McMurtry would laugh and tell how on the feed grounds, each cow would pick up the biggest chunk of feed she could carry in her mouth, run off to the plum bushes and gnaw around the edges maybe all day until the piece was finally devoured, just like a coyote with a bone.

He built a somewhat centrally located cake house about three miles south of today's ghost town of Rockledge, which had a sidetrack for the Rock Island Railroad.

The cake house had a wooden floor raised up to wagon-bed height for easy loading and was used into the late 1940s. The wagon tracks leading away from the early day cake house to the outlying feed grounds of the ranch can still be seen today.

When winter feeding cattle was proven to be profitable the demand for cottonseed cake skyrocketed. The feed evolved from slabs to cubes and ground into meal form was transported in jute sacks holding 100 pounds and testing some 50 percent protein in content.

At first all feed was hauled in wagons. Next came light trucks and finally, as roads improved, tractor-trailers were used to transport tons of cubes to the ranches.

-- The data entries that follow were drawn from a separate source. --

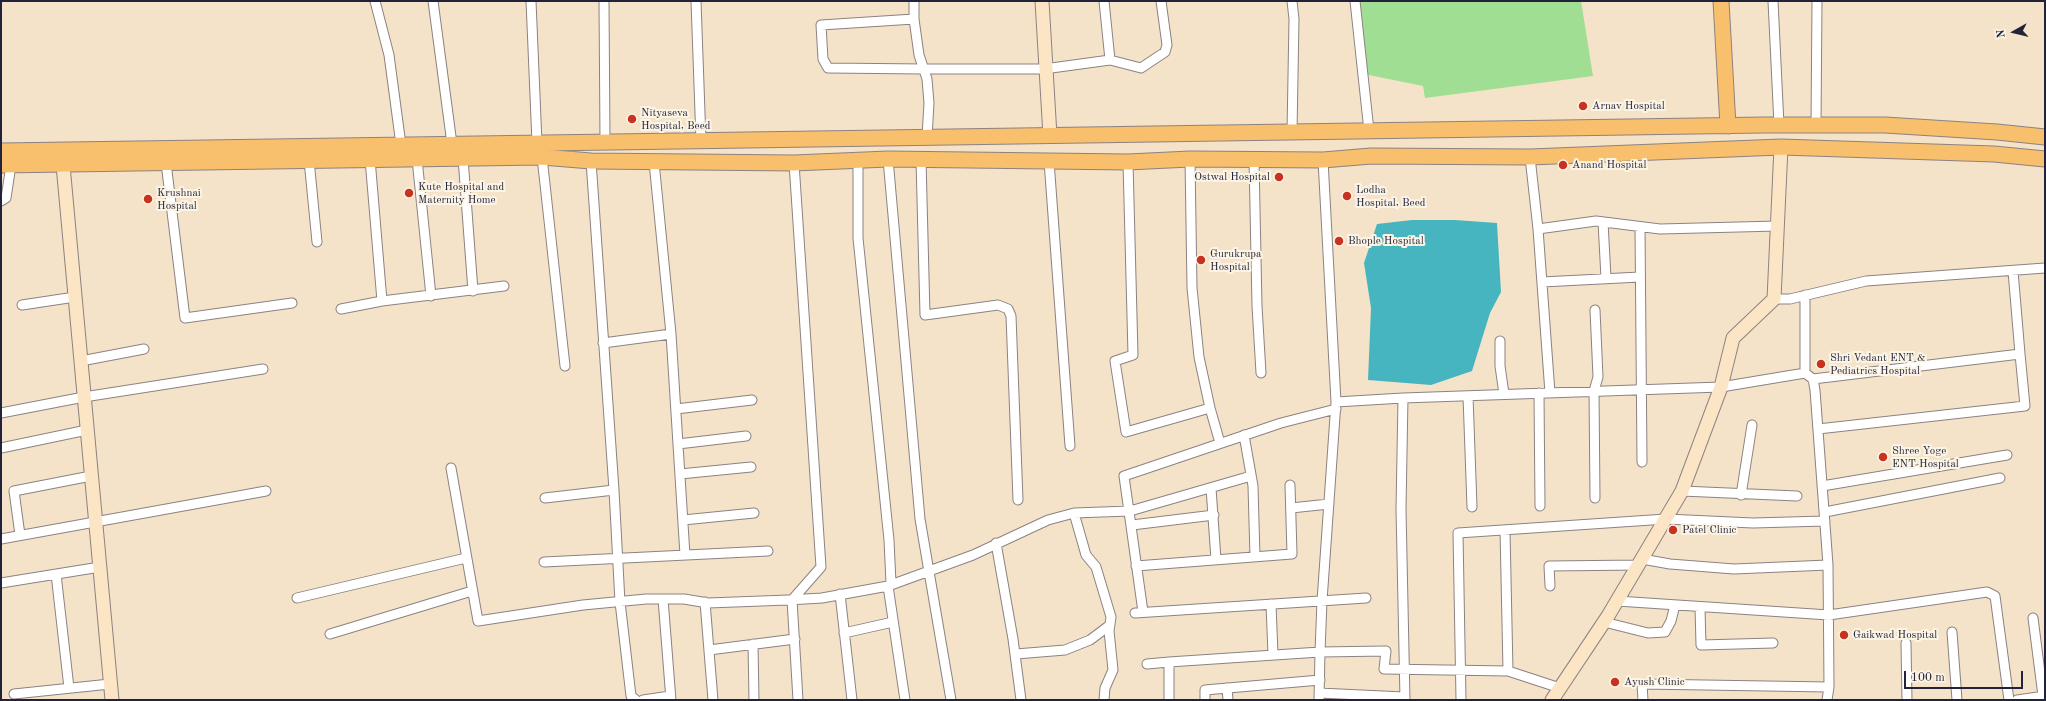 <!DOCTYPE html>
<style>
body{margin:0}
#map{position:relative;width:2046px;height:701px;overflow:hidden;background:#f5e3c9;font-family:"Old Standard TT",serif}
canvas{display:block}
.frame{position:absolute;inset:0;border:2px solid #22223b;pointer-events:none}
.north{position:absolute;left:1994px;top:12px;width:40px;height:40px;-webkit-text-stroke:3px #fcf5e5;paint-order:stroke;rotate:262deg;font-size:11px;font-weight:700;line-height:16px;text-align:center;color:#22223b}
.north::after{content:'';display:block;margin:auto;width:14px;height:18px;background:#22223b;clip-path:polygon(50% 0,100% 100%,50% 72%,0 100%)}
.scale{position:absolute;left:1904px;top:671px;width:119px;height:18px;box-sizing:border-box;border:2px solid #22223b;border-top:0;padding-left:5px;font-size:12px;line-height:14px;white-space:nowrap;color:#22223b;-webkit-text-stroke:3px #fcf5e5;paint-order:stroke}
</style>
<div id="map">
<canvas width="2046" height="701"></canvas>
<div class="frame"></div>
<div class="north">N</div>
<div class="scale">100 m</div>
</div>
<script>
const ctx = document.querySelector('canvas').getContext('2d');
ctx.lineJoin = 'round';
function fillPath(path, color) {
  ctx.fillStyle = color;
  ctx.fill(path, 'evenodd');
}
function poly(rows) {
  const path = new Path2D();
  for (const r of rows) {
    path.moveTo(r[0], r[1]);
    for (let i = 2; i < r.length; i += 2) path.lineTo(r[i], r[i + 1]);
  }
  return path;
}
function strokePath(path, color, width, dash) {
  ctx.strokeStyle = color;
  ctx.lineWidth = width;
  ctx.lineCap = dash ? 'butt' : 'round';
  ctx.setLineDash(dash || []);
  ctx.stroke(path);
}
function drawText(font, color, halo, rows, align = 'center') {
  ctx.font = font + ' "Old Standard TT",serif';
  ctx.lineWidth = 4;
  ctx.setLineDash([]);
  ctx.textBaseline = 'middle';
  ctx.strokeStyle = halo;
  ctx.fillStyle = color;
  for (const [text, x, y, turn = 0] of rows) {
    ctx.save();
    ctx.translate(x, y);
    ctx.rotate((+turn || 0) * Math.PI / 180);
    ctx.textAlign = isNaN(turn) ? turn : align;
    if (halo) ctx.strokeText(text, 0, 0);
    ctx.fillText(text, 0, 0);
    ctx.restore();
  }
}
fillPath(poly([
 [1360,1,1581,1,1593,76,1425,98,1423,86,1364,74]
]), '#9fde93');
fillPath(poly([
 [1412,220,1455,220,1497,223,1501,292,1490,313,1472,371,1431,385,1368,380,1371,308,1364,263,1377,224]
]), '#46b5bf');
const street = poly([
 [375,1,389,55,401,145],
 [433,1,452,144],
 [531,1,537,143],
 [604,1,605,142],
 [696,1,701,141],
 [914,1,914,19,919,55,927,79,929,103,927,137],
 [1104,1,1110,60,1141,68,1165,52,1167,45,1161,1],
 [1355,1,1369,131],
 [1773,1,1779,125],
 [914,19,821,25,823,59,828,68,924,69,1044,69,1110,60],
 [1816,125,1817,1],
 [1292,132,1294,19,1292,1],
 [542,157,565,366],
 [1530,157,1538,229,1550,393],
 [463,158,473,291],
 [370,159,382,301],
 [417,159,431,296],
 [858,159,858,238,889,540,891,583],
 [888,159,920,519,951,700],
 [1190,159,1192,288,1199,357,1210,408,1220,443],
 [309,160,317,242],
 [921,160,925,315,998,305,1008,309,1011,316,1018,500],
 [1254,160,1257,306,1261,373],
 [1323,160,1336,402,1403,398,1721,387,1805,373,1813,379,1815,390,1828,565,1829,687,1827,700],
 [591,161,614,490,620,602,631,696,636,700],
 [1049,161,1070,446],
 [654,162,671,334,685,555],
 [1128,162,1133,355,1115,361,1126,432,1210,408],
 [166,163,185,318,292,303],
 [794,163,821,567,792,600,798,700],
 [1,201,6,198,11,165],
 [1603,222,1606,278],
 [1640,227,1642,462],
 [1538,229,1596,221,1660,229,1778,226],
 [1542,282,1640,277],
 [1805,295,1805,373],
 [1774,299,1790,299,1866,281,2045,268],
 [22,305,75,297],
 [341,309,382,301,504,286],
 [1500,341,1500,366,1504,394],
 [603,343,671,334],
 [81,361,144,349],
 [1813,379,2020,354,2013,271],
 [1539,393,1540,506],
 [1468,396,1472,507],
 [1403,398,1401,509,1405,700],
 [1336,402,1322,601,1320,652,1386,651,1384,669,1508,671,1560,688],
 [676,409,752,400],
 [1,413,84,397,263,369],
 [1818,429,2025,406,2020,354],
 [1244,435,1253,486,1255,557],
 [678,444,746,436],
 [1,448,87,430],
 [451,468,478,621,583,605,646,599,684,599,708,603,788,600,822,598,888,586,973,555,1048,520,1074,513,1130,511,1251,476],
 [680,474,751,467],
 [1822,486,2007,455],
 [1211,488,1216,560],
 [1682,491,1797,496],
 [1741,495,1752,425],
 [545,498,614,490],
 [1595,498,1594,391,1598,377,1595,310],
 [1291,508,1329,504],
 [1825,512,2000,478],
 [1074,513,1086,555,1096,567,1111,617,1109,631,1113,670,1105,688,1104,700],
 [683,520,754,513],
 [1132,525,1214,515],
 [1505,530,1508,671],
 [20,535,14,491,91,476],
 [1,539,266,491],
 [996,543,1013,639,1021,700],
 [1642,559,1670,564,1734,569,1828,565],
 [544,562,768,551],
 [1136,566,1292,554,1290,485],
 [56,574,69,688],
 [1,583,100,567],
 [888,586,905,700],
 [1550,586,1549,566,1639,565],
 [840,594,852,700],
 [297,598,466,558],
 [663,599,671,700],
 [1617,601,1829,615,1987,592,1995,596,2009,700],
 [705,602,713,700],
 [1271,604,1273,655],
 [1700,608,1701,645,1773,643],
 [1143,612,1124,476,1281,423,1336,409],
 [1135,613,1366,598],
 [2033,618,2043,696],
 [1604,622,1648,633,1665,632,1671,621,1675,605],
 [1952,632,1957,700],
 [844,633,893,622],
 [330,634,472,591],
 [1906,643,1907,700],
 [753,644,754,700],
 [709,650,795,639],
 [1016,654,1065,650,1090,640,1110,625],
 [1147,664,1169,662],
 [1227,688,1228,700],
 [1319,693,1404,697],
 [14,694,110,684],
 [643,700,670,696],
 [1169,700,1169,662,1320,652,1319,700],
 [1205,700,1205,690,1320,680],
 [1461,700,1458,533,1666,519,1753,523,1825,521],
 [1643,700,1642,684,1829,687],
 [2017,700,2045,696]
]);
const secondary = poly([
 [1042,1,1050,136],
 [63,165,112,700],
 [1552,700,1608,616,1682,491,1721,387,1733,338,1774,299,1781,147]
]);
const primary = poly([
 [1721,1,1728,126],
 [1,151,1764,125,1885,125,1997,132,2045,137],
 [1,165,542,157,591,161,794,163,888,159,1128,162,1190,159,1323,160,1371,156,1530,157,1781,147,1994,154,2045,159]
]);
strokePath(street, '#8c8282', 11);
strokePath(secondary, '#8c8282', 15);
strokePath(primary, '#8c8282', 17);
strokePath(street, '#fff', 9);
strokePath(secondary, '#fce5c4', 13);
strokePath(primary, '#f8bf6c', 15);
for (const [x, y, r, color] of [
 [1583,106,5,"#c8321e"],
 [632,119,5,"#c8321e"],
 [1563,165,5,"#c8321e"],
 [1279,177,5,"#c8321e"],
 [409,193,5,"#c8321e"],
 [1347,196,5,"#c8321e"],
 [148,199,5,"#c8321e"],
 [1339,241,5,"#c8321e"],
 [1201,260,5,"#c8321e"],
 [1821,364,5,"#c8321e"],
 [1883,457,5,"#c8321e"],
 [1673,530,5,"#c8321e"],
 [1844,635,5,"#c8321e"],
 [1615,682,5,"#c8321e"]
]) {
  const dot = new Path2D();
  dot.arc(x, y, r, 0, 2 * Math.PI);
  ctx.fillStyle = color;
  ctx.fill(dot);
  strokePath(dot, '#fcf5e5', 1.5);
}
drawText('11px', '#22223b', '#fcf5e5', [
 ["Arnav Hospital",1592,106],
 ["Nityaseva",641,113],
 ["Hospital, Beed",641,126],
 ["Anand Hospital",1572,165],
 ["Ostwal Hospital",1270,177,"right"],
 ["Kute Hospital and",418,187],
 ["Maternity Home",418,200],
 ["Lodha",1356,190],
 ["Hospital, Beed",1356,203],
 ["Krushnai",157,193],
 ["Hospital",157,206],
 ["Bhople Hospital",1348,241],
 ["Gurukrupa",1210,254],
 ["Hospital",1210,267],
 ["Shri Vedant ENT &",1830,358],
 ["Pediatrics Hospital",1830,371],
 ["Shree Yoge",1892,451],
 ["ENT Hospital",1892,464],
 ["Patel Clinic",1682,530],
 ["Gaikwad Hospital",1853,635],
 ["Ayush Clinic",1624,682]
], 'left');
</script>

Every old-time cowboy I ever knew could tell stories by the hour about hearing the air horns of semi-trucks loaded with cake arriving just at dark or 2:30 in the morning to be unloaded into the cake house. Unloading 300 sacks of cake, stacking them up high in small cake houses was no small feat, no matter how strong you were.

Every cowboy's wife could recall gathering and counting gunny sacks to sell to the sack man who came about twice a year to buy sacks. Ranchers like my father always gave the ranch women the sack money. For most, it was the only bonus they ever received for their hard work.